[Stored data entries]
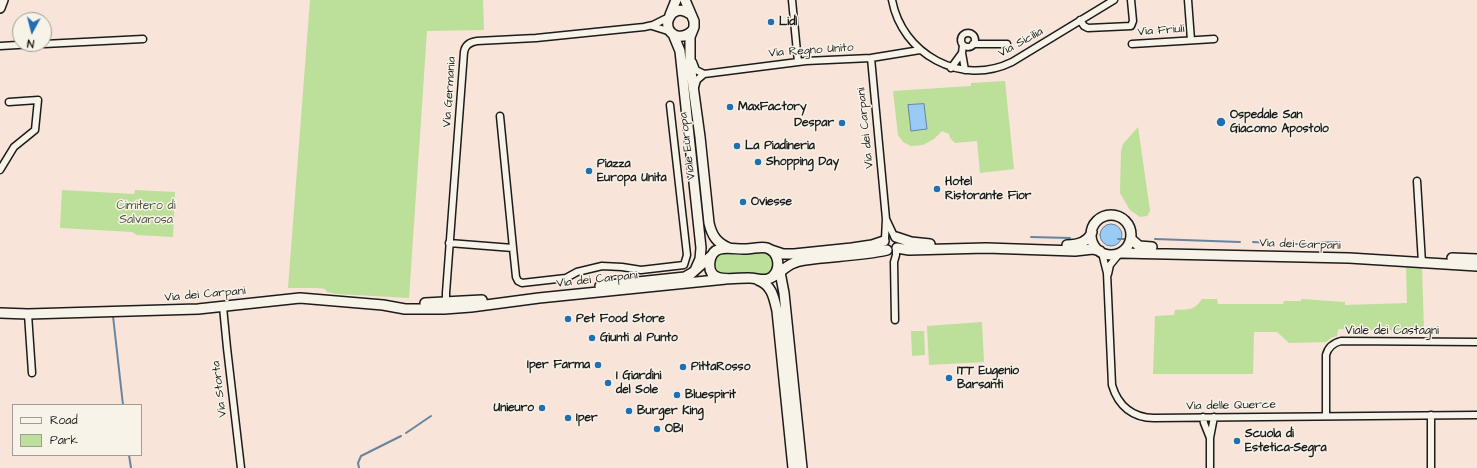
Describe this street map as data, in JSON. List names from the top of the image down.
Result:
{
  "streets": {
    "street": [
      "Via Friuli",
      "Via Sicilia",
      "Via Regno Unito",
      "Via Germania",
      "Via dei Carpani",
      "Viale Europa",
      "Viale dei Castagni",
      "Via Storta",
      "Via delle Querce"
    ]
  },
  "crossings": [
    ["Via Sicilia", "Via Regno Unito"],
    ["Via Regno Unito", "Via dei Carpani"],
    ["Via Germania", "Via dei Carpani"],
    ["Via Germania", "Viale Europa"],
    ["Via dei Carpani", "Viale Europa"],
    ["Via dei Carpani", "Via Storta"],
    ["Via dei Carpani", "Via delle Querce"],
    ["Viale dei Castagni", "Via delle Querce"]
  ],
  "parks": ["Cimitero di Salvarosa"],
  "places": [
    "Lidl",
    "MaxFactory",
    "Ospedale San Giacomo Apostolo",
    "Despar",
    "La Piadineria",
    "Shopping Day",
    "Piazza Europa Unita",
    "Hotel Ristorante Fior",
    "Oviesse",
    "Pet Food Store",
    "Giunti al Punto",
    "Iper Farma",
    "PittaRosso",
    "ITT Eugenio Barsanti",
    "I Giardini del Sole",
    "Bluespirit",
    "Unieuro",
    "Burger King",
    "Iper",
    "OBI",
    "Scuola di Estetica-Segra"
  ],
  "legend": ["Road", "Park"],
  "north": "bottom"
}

:: EXERCISE DIRECTIONS ::
Looking through the records, copy out every line in which the word "Carpani" is found.

:: ANSWER AREA ::
      "Via dei Carpani",
    ["Via Regno Unito", "Via dei Carpani"],
    ["Via Germania", "Via dei Carpani"],
    ["Via dei Carpani", "Viale Europa"],
    ["Via dei Carpani", "Via Storta"],
    ["Via dei Carpani", "Via delle Querce"],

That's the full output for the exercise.